The issue of source simply determines whether the words and messages headed into our soul contain life. Or not.
The issue of target is similar, but on the receiving end.
I often watch with amusement the moment of transition between a worship set and a sermon in any given service or conference session. Some visible things are taking place. People are changing posture, many take out notebooks or electronic devices. People are shifting posture, but often a less visible shift is taking place. People are shifting into learning mode. They are about to engage their cognition. This is fine, but often they are also shutting off the part of them that has just been engaged with the Spirit.
At the level of cognition, we prepare to receive and store data and thoughts. You see, communication has several ways it can be understood. A common way to think of it is that all communication has both an information level and a relationship level. What I say is information. How I say it has implications about my relationship with the receiver.
You can say truthful words with hurtful tone and inflection. The tone and inflection indicate your relationship. These relational “staements” can be entirely separate from the information being transmitted. And this is what happens when we shift into education mode to learn spiritual truth.
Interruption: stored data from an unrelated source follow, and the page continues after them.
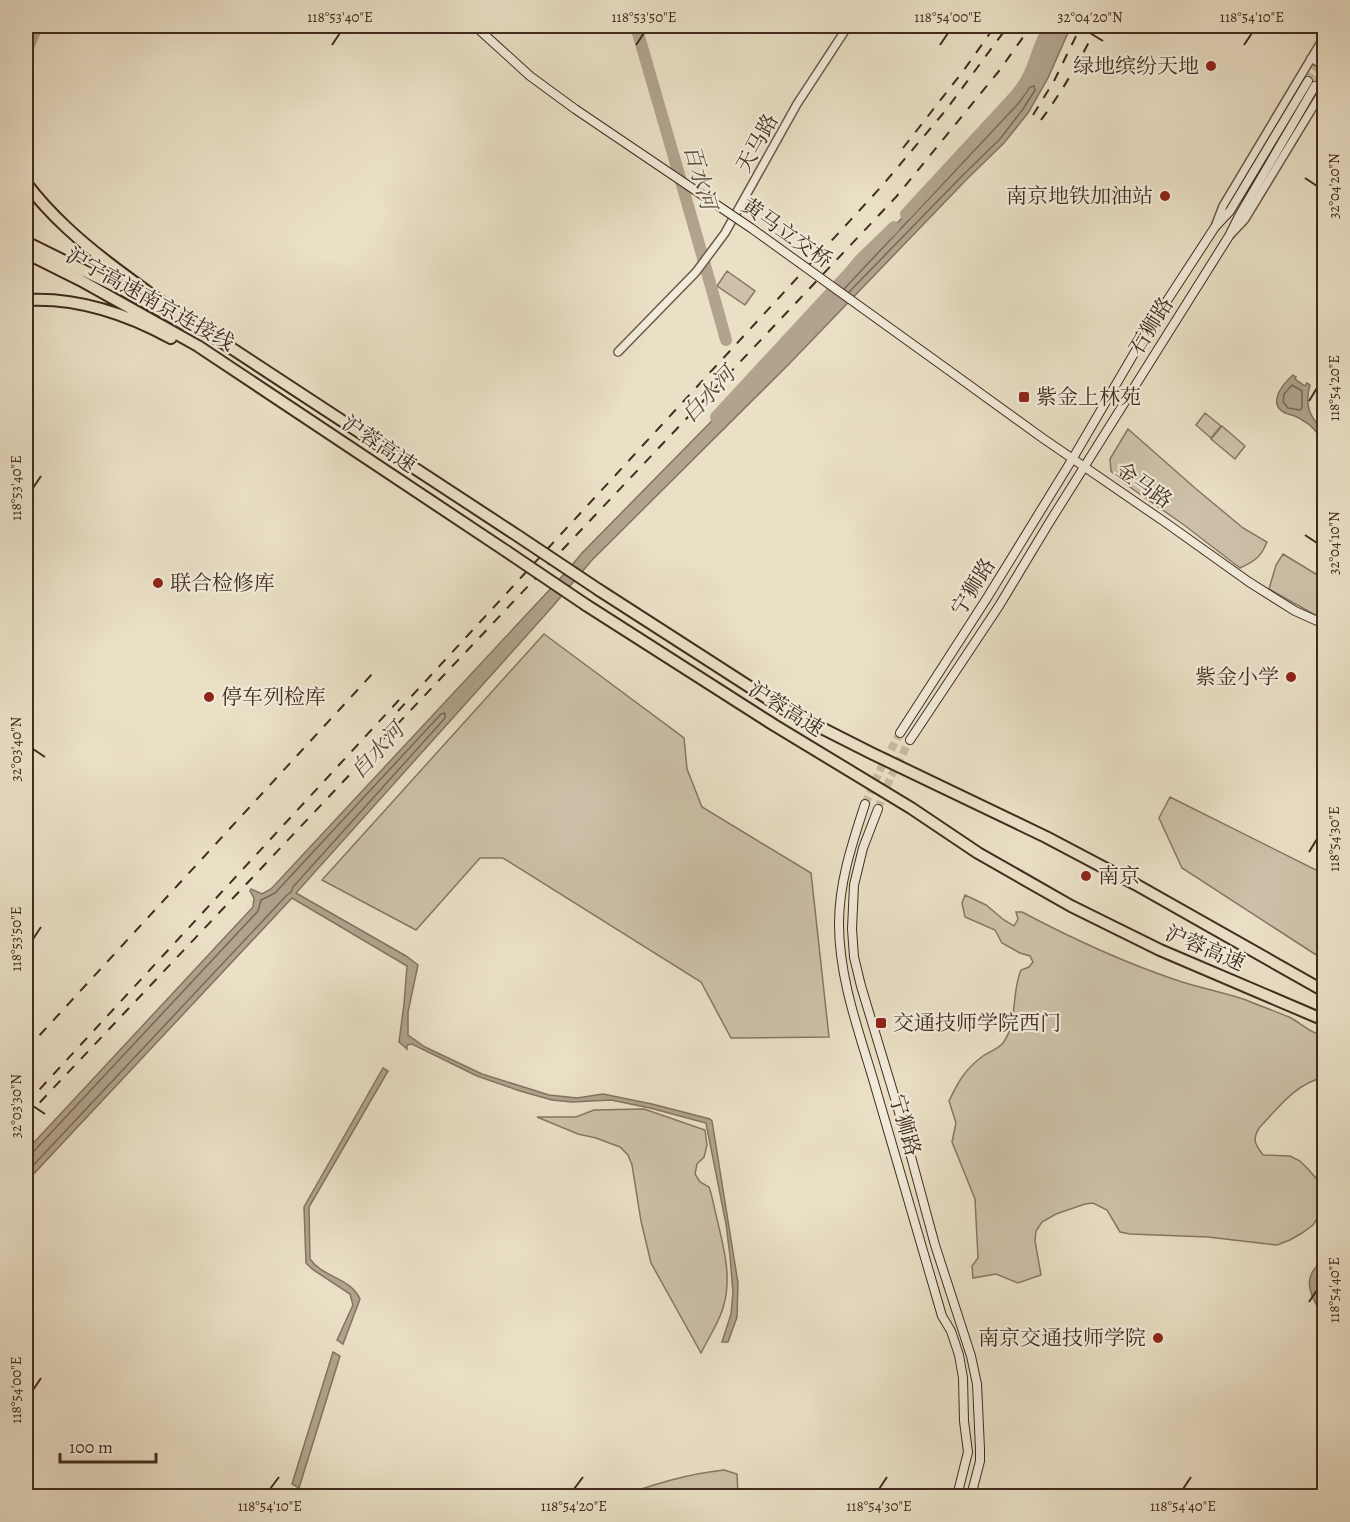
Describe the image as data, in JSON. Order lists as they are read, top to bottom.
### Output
{
  "streets": {
    "highway": ["沪宁高速南京连接线", "沪蓉高速"],
    "main road": [
      "黄马立交桥",
      "石狮路",
      "金马路",
      "宁狮路"
    ],
    "street": ["天马路"]
  },
  "crossings": [
    ["黄马立交桥", "金马路"],
    ["沪宁高速南京连接线", "沪蓉高速"],
    ["石狮路", "金马路"],
    ["石狮路", "宁狮路"],
    ["金马路", "宁狮路"]
  ],
  "water": ["百水河", "白水河"],
  "places": {
    "other": [
      "绿地缤纷天地",
      "南京地铁加油站",
      "联合检修库",
      "紫金小学",
      "停车列检库",
      "南京",
      "南京交通技师学院"
    ],
    "transit": ["紫金上林苑", "交通技师学院西门"]
  },
  "scale_bar": "100 m",
  "coordinates": [
    "118°53'40\"E",
    "118°53'50\"E",
    "118°54'00\"E",
    "32°04'20\"N",
    "118°54'10\"E",
    "118°54'20\"E",
    "32°04'10\"N",
    "32°03'40\"N",
    "118°54'30\"E",
    "32°03'30\"N",
    "118°54'40\"E"
  ]
}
We learn great information with the clear message that God is at a distance, instructing us and hoping we comprehend the meaning of His instructions. What if we approach the teaching portion of worship the same way we approach the musical portion? What if we expect in the words of a speaker that God’s breath is moving among us and awaiting contact.
The way you know something matters more than what you know.
Just ask your wife.
In this next age, we may need to Think Differently about the process of our exchange more than the content.